Colorectal cancer (CRC) is the third-most common cancer worldwide and accounts for almost 11% of all cancer diagnoses, with > 1.9 million cases reported globally.1,2 CRC is the second-most deadly cancer, responsible for about 935,000 deaths.1 Over the past several decades, a steady decline in CRC incidence and mortality has been reported in developed countries, including the US.3,4 From 2008 through 2017, an annual reduction of 3% in CRC death rates was reported in individuals aged ≥ 65 years.5 This decline can mainly be attributed to improvements made in health systems and advancements in CRC screening programs.3,5
US Preventive Services Task Force (USPSTF) recommends CRC screening in individuals aged 45 to 75 years. USPSTF recommends direct visualization tests, such as colonoscopy and flexible sigmoidoscopy for CRC screening.6 Although colonoscopy is commonly used for CRC screening, it is an invasive procedure that requires bowel preparation and sedation, and has the potential risk of colonic perforation, bleeding, and infection. Additionally, social determinants—such as health care costs, missed work, and geographic location (eg, rural communities)—may limit colonoscopy utilization.7 As a result, other cost-effective, noninvasive tests such as high-sensitivity guaiac-based fecal occult blood test (gFOBT) and fecal immunochemical test (FIT) are also used for CRC screening. These tests detect occult blood in the stool of individuals who may be at risk for CRC, helping direct them to colonoscopy if they screen positive.8
The gFOBT relies on simple oxidation and requires a stool sample to detect the presence of the heme component of blood.9 If heme is present in the stool sample, it will enable the oxidation of guaiac to form a blue-colored dye when added to hydrogen peroxide. It is important to note that the oxidation component of this test may lead to false-positive results, as it may detect dietary hemoglobin present in red meat. Medications or foods that have peroxidase properties may also result in a false-positive gFOBT result. Additionally, false-negative results may be caused by antioxidants, which may interfere with the oxidation of guaiac.

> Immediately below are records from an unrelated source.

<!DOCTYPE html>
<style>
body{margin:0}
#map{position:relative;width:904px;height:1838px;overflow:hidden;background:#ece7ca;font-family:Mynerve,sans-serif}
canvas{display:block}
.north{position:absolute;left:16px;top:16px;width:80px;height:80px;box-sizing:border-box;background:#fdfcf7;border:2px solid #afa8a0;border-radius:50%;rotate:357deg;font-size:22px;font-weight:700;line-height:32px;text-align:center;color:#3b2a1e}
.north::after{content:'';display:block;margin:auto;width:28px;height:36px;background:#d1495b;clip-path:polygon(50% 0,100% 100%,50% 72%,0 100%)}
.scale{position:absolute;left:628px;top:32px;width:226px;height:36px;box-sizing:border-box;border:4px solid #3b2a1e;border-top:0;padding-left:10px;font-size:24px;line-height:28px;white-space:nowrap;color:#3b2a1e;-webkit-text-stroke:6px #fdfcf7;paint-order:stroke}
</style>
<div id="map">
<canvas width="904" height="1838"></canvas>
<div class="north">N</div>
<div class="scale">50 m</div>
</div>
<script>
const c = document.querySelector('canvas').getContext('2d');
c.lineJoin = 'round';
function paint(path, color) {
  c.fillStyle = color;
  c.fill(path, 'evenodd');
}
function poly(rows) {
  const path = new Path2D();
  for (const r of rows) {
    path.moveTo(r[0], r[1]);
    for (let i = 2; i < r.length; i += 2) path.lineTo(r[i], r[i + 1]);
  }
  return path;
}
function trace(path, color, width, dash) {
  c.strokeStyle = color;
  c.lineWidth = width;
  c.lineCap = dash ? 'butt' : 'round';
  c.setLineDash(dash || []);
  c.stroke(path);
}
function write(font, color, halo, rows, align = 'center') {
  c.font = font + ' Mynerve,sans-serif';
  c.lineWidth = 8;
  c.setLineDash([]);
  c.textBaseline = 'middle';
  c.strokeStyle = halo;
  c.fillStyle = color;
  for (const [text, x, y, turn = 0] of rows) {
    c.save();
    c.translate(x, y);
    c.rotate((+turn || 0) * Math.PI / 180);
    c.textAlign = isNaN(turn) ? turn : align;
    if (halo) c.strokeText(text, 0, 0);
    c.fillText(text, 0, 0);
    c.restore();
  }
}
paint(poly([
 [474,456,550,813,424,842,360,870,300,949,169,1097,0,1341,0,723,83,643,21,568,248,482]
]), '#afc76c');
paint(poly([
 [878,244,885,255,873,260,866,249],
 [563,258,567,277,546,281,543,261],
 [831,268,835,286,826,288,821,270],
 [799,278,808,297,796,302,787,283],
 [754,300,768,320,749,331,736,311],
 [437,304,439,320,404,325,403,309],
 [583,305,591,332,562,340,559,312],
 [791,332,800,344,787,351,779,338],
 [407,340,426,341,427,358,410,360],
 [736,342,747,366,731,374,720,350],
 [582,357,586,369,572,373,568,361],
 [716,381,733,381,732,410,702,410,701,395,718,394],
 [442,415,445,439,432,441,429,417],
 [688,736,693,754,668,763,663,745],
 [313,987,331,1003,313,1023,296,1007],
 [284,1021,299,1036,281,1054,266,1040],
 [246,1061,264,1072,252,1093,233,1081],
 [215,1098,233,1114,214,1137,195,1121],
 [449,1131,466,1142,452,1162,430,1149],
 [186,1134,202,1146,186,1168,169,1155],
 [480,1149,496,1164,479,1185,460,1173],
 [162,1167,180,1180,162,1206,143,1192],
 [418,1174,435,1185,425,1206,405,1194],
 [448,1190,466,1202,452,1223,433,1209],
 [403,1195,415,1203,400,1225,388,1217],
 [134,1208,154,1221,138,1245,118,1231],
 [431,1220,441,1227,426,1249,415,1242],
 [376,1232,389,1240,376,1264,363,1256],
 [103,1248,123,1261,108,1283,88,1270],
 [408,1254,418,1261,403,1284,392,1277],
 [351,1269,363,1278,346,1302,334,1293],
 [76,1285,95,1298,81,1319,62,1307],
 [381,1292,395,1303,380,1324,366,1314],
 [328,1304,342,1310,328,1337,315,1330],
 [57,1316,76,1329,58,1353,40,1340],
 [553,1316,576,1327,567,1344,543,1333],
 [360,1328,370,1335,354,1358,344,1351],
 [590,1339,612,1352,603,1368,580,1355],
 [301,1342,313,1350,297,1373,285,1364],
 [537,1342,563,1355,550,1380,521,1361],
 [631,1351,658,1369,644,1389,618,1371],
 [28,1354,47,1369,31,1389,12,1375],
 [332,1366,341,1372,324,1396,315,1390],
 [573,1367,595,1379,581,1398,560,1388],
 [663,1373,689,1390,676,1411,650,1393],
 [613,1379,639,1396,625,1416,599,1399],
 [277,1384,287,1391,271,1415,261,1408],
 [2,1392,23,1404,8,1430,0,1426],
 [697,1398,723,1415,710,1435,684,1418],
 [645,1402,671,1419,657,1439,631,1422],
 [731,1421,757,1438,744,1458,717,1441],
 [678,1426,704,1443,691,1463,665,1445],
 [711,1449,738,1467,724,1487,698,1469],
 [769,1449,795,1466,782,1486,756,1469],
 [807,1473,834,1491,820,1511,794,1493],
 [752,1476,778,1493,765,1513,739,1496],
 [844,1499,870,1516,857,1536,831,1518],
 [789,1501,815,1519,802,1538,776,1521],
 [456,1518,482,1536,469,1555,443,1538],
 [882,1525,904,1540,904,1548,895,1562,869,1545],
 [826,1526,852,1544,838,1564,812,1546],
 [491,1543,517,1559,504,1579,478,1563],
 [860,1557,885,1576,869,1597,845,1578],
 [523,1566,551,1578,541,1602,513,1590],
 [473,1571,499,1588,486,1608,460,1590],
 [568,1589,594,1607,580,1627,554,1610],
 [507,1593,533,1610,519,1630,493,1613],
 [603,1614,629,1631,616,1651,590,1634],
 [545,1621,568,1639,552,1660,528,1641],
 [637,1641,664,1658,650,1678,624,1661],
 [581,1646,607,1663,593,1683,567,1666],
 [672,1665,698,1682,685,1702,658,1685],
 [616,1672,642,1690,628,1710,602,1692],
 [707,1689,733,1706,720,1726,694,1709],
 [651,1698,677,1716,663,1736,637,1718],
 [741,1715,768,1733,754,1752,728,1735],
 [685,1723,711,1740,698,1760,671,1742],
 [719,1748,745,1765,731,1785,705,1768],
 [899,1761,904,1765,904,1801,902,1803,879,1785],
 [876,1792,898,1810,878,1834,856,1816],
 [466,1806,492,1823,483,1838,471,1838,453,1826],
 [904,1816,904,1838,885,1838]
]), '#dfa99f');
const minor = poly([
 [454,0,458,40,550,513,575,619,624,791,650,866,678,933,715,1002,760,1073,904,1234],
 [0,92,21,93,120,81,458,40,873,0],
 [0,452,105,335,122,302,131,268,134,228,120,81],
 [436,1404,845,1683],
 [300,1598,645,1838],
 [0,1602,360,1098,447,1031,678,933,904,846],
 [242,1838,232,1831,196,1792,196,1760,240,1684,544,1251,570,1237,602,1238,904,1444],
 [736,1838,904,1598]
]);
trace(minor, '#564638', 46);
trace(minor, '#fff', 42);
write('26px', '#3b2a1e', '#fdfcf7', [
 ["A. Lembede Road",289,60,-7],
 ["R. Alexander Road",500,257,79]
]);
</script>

FIT uses antibodies, which bind to the intact globin component of human hemoglobin.9 The quantity of bound antibody-hemoglobin complex is detected and measured by a variety of automated quantitative techniques. This testing strategy eliminates the need for food or medication restrictions and the subjective visual assessment of change in color, as required for the gFOBT.9 A 2016 meta-analysis found that FIT performed better compared with gFOBT in terms of specificity, positivity rate, number needed to scope, and number needed to screen.8 The FIT screening method has also been found to have greater adherence rates, which is likely due to fewer stool sampling requirements and the lack of medication or dietary restrictions, compared with gFOBT.7,8
The COVID-19 pandemic had a drastic impact on CRC preventive care services. In March 2020, elective colonoscopies were temporarily ceased across the country and the US Department of Veterans Affairs (VA) deferred all elective surgeries and medical procedures, including screening and surveillance colonoscopies. In line with these recommendations, elective colonoscopies were temporarily ceased across the country.10 The National Cancer Institute’s Population-Based Research to Optimize the Screening Process consortium reported that CRC screening rates decreased by 82% across the US in 2020.11 Public health measures are likely the main reason for this decline, but other factors may include a lack of resource availability in outpatient settings and public fear of the pandemic.10
The James A. Haley Veterans Affairs Hospital (JAHVAH) in Tampa, Florida, encouraged the use of FIT in place of colonoscopies to avoid delaying preventive services. The initiative to continue CRC screening methods via FIT was scrutinized when laboratory personnel reported that in fiscal year (FY) 2020, 62% of the FIT kits that patients returned to the laboratory were missing information or had other errors (Figure 1). These improperly returned FIT kits led to delayed processing, canceled orders, increased staff workload, and more costs for FIT repetition.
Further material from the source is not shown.